Objectives: Surveillance endoscopy detects dysplasia within Barrett's esophagus (BE) and dictates treatment. Current biopsy regimens recommend uniformly spaced random biopsies. We assessed the distribution of dysplasia in BE to develop evidence-based biopsy regimens.
Methods: We performed analysis of the distribution of dysplasia within BE using pretreatment biopsy data from two randomized controlled trials (RCTs) of radiofrequency ablation for dysplastic BE: the SURF (Surveillance vs. Radiofrequency Ablation) trial and the AIM Dysplasia (Ablation of Intestinal Metaplasia (AIM) Containing Dysplasia) trial. We used generalized linear models with generalized estimating equations (GEE) to estimate prevalence differences for dysplasia depending on the standardized location of biopsies. We performed Monte Carlo simulation of biopsy regimens to estimate their yield for any dysplasia within segments.
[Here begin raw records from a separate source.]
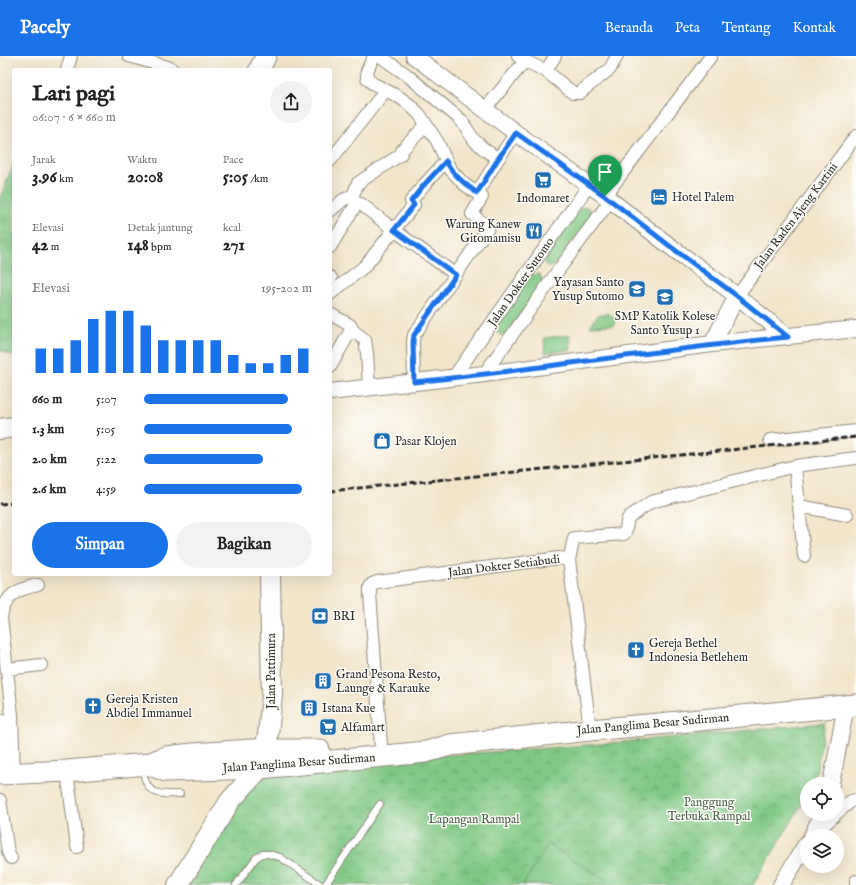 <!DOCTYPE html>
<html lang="id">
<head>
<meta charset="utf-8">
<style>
  :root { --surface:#fff; --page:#f2f2f2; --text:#202124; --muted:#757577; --accent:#1a73e8 }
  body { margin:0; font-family:"IM FELL English",serif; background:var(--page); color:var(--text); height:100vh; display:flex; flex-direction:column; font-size:15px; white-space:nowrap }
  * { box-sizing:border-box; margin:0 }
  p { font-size:13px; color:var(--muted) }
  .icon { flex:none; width:22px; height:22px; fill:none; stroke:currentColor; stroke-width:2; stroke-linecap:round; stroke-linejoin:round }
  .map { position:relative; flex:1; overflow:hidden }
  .side { position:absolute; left:12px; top:12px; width:320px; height:508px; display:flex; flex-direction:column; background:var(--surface); border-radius:4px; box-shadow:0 4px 16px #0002 }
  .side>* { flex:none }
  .fabs { position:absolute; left:800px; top:721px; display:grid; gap:8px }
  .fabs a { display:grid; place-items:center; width:44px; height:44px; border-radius:50%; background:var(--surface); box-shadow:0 4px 16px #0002; font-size:20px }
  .pin { position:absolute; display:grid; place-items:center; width:34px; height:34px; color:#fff; margin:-41px -17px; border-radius:50% 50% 50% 0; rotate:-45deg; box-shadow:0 0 4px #0007 }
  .pin .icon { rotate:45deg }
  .round { display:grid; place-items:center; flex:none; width:42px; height:42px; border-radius:21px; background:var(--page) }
  .summary { display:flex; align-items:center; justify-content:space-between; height:68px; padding:0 20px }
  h1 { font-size:22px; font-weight:700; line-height:30px }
  .stats { display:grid; grid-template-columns:repeat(3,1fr); gap:6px; height:68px; padding:4px 20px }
  .stats div { display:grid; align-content:center }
  .stats b { font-size:17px; font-weight:700 }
  .stats small { font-size:11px; font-weight:400 }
  .stats p { font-size:11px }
  .chart { height:112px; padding:8px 20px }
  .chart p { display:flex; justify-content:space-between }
  .chart svg { width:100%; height:72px; margin-top:4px; stroke:var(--accent); stroke-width:6 }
  .primary-button { display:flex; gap:8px; margin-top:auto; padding:8px 20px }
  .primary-button a { flex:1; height:46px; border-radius:24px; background:var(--accent); color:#fff; font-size:16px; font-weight:700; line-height:46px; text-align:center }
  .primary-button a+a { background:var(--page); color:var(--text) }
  ul { padding:0 20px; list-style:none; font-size:13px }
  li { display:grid; grid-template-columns:64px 48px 1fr; align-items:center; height:30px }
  li i { height:10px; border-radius:5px; background:var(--accent) }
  header { display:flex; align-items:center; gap:24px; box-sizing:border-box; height:56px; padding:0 20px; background:var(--accent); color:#fff }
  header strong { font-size:19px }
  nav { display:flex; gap:22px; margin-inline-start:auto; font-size:14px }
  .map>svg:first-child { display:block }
</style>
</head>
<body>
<header>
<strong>Pacely</strong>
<nav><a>Beranda</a><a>Peta</a><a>Tentang</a><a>Kontak</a></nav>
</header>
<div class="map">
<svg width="856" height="829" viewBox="0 0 856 829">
  <defs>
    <pattern id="grass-tufts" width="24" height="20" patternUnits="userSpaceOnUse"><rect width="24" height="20" fill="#80c884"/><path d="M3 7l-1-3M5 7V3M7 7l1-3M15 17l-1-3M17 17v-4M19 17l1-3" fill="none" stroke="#69a36c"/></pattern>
    <pattern id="park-crowns" width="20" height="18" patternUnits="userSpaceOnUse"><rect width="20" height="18" fill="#80c884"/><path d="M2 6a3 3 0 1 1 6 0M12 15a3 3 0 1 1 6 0" fill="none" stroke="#69a36c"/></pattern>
  </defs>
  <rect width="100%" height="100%" fill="#fdfcf7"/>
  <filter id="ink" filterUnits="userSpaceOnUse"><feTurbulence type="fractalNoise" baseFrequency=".025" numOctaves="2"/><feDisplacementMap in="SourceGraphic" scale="8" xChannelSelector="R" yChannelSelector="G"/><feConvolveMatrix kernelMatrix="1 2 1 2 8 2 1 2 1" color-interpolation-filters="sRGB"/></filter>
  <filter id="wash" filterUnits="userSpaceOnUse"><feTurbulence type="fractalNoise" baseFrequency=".012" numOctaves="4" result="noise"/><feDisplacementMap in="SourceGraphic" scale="16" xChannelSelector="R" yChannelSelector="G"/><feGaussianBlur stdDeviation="0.9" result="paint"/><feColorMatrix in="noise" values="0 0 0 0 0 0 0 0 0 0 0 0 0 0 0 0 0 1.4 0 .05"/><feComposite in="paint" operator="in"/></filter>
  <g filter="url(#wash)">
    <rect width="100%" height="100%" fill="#f2e5ca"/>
    <path fill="url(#grass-tufts)" stroke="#567a58" d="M14 107V300L0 294V142Z"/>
    <path fill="url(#park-crowns)" stroke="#567a58" d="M825 667 814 728H807V740L753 829H189L245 737 273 715 324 708 601 688Z"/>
    <path fill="#80c884" stroke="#567a58" d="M583 151H587L591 155V159L590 162 554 210 548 211 545 208 544 202 580 153Z
      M539 218C542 222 543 224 542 229L506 278 500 279 496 275 495 270 532 219Z
      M607 257 615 263 614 269 590 270 598 259Z
      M570 279 571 294 545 297 544 282Z
      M548 788 614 829H523Z"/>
  </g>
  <g filter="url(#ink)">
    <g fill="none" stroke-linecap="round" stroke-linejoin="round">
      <defs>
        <path id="service" d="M143 712C145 739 158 739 180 738
          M236 829 256 802 262 798H268L280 801 321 829
          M325 829 380 748"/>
        <path id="minor" d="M129 0 171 12 172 14
          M374 0 367 15V22L372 27 399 41 410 49 420 59 437 85 450 113 464 128 482 141 472 158 488 172 414 279 413 286 414 326
          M380 0 407 19 461 64 474 84 484 93 498 103
          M518 0 525 5 546 15 573 37H580L583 34 610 13 617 0
          M67 14 71 0
          M546 15 555 0
          M485 53 525 5
          M330 105 385 35
          M477 137 498 103 516 77
          M605 140 711 0
          M330 155 343 144 353 139 358 127 400 99 403 93 426 69
          M330 191 357 147 361 148 394 174 456 219
          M330 221 331 222
          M330 238 365 210 414 149 411 145 423 130 446 105
          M737 240 856 80
          M330 258 350 269 352 272 330 311
          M351 273 365 284 367 297 369 331
          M484 318 557 216 610 145
          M453 322 589 129
          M770 384 856 375
          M795 410 804 500
          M799 450 847 459
          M7 613 41 609
          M2 664 4 718
          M590 674 569 504 574 482 624 478C628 473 625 466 629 461L651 446 795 410 856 402
          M381 690 370 537V531L372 528 377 526 559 502 569 504
          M67 715 77 791
          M14 718 12 659 1 561C5 539 17 533 38 529
          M0 744 8 796 11 802
          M837 757 851 745 856 744
          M815 777 836 758
          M856 829V825"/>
        <path id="tertiary" d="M414 0 516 77 605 140 675 194 737 240 788 281
          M712 288 737 240
          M330 336 484 318 712 288 856 273
          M831 728 846 650
          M812 780 822 758
          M781 829 807 787"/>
        <path id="primary" d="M259 14 266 0
          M0 373 14 371
          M178 829 230 745 260 712 268 679 272 639 270 518"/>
        <path id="trunk" d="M148 708 166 715 260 712 426 696 450 689 590 674 658 668 856 649
          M0 718 67 715 148 708 166 701 193 698 251 694H319"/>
      </defs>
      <use href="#service" stroke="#8e887a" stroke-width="8"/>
      <use href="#minor" stroke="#8e887a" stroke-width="14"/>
      <use href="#tertiary" stroke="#8e887a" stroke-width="18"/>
      <use href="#primary" stroke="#8e887a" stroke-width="22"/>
      <use href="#trunk" stroke="#8e887a" stroke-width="23"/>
      <use href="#service" stroke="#fff" stroke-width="6"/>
      <use href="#minor" stroke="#fff" stroke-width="12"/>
      <use href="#tertiary" stroke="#fff" stroke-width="16"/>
      <use href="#primary" stroke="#fff" stroke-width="20"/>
      <use href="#trunk" stroke="#fff" stroke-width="21"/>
      <path stroke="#2b2b2b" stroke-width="3" stroke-dasharray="6 3" stroke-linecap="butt" d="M330 435 856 381
        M0 448 14 447"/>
    </g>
  </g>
  <g fill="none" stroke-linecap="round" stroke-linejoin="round" filter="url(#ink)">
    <defs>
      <path id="route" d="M516 77 605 140 675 194 737 240 788 281C663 293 539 313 414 326L413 286 414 279 456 219 394 174 414 149 411 145 423 130 446 105C453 119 465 128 477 137L498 103Z"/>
    </defs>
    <use href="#route" stroke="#fff" stroke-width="8"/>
    <use href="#route" stroke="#1a73e8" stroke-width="5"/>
  </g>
  <defs>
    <symbol id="supermarket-square" viewBox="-11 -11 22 22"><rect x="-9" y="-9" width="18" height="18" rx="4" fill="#1f6fb2" stroke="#fdfcf7"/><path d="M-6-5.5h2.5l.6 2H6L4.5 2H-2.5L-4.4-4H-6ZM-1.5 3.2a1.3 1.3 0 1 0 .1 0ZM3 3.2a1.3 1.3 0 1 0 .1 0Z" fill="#fff"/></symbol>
    <symbol id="hotel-square" viewBox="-11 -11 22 22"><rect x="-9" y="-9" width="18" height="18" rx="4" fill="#1f6fb2" stroke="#fdfcf7"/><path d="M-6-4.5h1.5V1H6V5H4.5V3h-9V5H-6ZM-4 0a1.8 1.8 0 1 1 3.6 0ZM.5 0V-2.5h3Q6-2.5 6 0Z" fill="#fff"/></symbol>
    <symbol id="restaurant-square" viewBox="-11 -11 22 22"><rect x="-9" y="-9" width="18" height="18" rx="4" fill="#1f6fb2" stroke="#fdfcf7"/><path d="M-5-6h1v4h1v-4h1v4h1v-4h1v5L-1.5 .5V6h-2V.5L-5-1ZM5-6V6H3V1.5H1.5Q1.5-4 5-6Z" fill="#fff"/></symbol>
    <symbol id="school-square" viewBox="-11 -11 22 22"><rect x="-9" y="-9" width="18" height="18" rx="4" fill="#1f6fb2" stroke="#fdfcf7"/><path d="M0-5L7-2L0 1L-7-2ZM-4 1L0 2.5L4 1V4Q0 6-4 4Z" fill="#fff"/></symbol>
    <symbol id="shop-square" viewBox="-11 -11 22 22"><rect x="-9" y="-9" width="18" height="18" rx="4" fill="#1f6fb2" stroke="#fdfcf7"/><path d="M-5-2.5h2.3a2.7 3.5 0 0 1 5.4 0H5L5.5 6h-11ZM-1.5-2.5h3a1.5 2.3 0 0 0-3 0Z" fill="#fff"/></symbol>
    <symbol id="bank-square" viewBox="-11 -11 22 22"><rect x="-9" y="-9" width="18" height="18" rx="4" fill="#1f6fb2" stroke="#fdfcf7"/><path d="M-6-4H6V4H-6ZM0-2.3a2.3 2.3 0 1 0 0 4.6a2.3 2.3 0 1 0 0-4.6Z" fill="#fff"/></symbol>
    <symbol id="church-square" viewBox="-11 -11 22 22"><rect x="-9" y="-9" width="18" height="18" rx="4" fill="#1f6fb2" stroke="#fdfcf7"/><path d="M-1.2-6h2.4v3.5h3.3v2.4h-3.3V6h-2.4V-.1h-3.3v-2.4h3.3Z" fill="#fff"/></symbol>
    <symbol id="building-square" viewBox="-11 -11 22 22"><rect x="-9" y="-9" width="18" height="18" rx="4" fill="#1f6fb2" stroke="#fdfcf7"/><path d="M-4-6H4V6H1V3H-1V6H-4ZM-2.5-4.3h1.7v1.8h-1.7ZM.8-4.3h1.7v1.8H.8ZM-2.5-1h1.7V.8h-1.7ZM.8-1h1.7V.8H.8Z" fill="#fff"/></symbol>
  </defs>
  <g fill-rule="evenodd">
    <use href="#supermarket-square" x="533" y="114" width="20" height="20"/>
    <use href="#hotel-square" x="649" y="131" width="20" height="20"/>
    <use href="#restaurant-square" x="524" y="165" width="20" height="20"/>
    <use href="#school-square" x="627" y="223" width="20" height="20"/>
    <use href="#school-square" x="655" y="231" width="20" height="20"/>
    <use href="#shop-square" x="372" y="375" width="20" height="20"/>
    <use href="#bank-square" x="310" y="550" width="20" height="20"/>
    <use href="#church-square" x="626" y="584" width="20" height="20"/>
    <use href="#building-square" x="313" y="615" width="20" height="20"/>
    <use href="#church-square" x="83" y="640" width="20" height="20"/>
    <use href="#building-square" x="299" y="642" width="20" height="20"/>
    <use href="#supermarket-square" x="318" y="661" width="20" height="20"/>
  </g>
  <g text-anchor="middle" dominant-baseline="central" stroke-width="3" stroke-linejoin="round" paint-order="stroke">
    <g font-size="12" fill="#2b2b2b" stroke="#fdfcf7" text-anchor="start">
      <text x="672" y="141">Hotel Palem</text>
      <text x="543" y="142" text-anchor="middle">Indomaret</text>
      <text x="521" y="168" text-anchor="end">Warung Kanew<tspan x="521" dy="14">Gitomamisu</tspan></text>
      <text x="624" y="226" text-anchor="end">Yayasan Santo<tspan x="624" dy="14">Yusup Sutomo</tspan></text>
      <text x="665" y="260" text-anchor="middle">SMP Katolik Kolese<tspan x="665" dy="14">Santo Yusup 1</tspan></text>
      <text x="395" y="385">Pasar Klojen</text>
      <text x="333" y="560">BRI</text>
      <text x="649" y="587">Gereja Bethel<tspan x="649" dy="14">Indonesia Betlehem</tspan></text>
      <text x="336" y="618">Grand Pesona Resto,<tspan x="336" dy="14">Launge &amp; Karauke</tspan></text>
      <text x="106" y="643">Gereja Kristen<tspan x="106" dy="14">Abdiel Immanuel</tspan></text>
      <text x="322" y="652">Istana Kue</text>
      <text x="341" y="671">Alfamart</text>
    </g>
    <g font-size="12" fill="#2b2b2b" stroke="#fdfcf7">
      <text transform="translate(796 160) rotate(-53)">Jalan Raden Ajeng Kartini</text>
      <text transform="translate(521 226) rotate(-55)">Jalan Dokter Sutomo</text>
      <text transform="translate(504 510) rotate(-7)">Jalan Dokter Setiabudi</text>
      <text transform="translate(271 615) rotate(-90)">Jalan Pattimura</text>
      <text transform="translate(653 668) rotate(-5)">Jalan Panglima Besar Sudirman</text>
      <text transform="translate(299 707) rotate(-4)">Jalan Panglima Besar Sudirman</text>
    </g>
    <g font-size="12" fill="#49624a" stroke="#fdfcf7">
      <text x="709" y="746">Panggung<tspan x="709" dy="14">Terbuka Rampal</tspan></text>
      <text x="474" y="763">Lapangan Rampal</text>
    </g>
  </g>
</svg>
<div class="fabs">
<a><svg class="icon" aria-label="locate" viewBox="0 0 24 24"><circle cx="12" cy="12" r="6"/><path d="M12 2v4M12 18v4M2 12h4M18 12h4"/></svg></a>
<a><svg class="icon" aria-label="layers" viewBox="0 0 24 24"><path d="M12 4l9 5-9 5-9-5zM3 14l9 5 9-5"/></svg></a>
</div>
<div class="pin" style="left:605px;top:140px;background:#1e9e55"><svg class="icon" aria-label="arrive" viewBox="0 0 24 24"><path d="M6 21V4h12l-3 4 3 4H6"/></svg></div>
<section class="side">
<div class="summary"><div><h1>Lari pagi</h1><p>06:07 · 6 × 660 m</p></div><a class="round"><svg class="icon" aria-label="share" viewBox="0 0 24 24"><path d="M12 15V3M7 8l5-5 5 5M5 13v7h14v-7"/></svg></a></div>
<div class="stats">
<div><p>Jarak</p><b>3.96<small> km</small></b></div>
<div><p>Waktu</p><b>20:08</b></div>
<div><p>Pace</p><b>5:05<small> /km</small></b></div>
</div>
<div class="stats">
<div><p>Elevasi</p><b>42<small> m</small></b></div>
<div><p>Detak jantung</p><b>148<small> bpm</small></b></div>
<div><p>kcal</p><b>271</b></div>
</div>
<div class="chart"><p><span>Elevasi</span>195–202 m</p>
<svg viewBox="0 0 160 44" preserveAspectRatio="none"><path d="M5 44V29M15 44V29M25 44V24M35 44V11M45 44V6M55 44V6M65 44V15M75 44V24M85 44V24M95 44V24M105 44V24M115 44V33M125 44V38M135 44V38M145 44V33M155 44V29"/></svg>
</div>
<ul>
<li><b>660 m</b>5:07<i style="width:86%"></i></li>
<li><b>1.3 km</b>5:05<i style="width:88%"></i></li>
<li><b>2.0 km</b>5:22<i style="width:71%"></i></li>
<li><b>2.6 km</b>4:59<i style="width:94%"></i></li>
</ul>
<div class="primary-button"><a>Simpan</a><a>Bagikan</a></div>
</section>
</div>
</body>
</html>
Results: Dysplasia preferentially resides in the proximal-most half of the BE segment that is almost twice as likely to demonstrate dysplasia as the distal-most quartile. In pooled analysis, compared with the distal-most quarter, the prevalence difference in the proximal-most quarter was 22.6%, in the second proximal-most quarter 23.1%, and in the second distal-most quarter 15.3%. The best performing biopsy regimen in simulation studies acquired 8 biopsies in the most proximal cm of BE, 8 biopsies in the second cm, and 2 biopsies in each cm thereafter (q1cm: 8, 8, 2, 2…). A slightly simpler q2cm (every 2 cm) regimen (q2cm: 12, 12, 4…) was nearly as effective.
Conclusions: The post hoc analysis of two RCTs reveals a substantially increased prevalence of dysplasia proximally in BE segments. Our simulations suggest an altered biopsy regimen could increase sensitivity of biopsies in short-segment BE by >30%.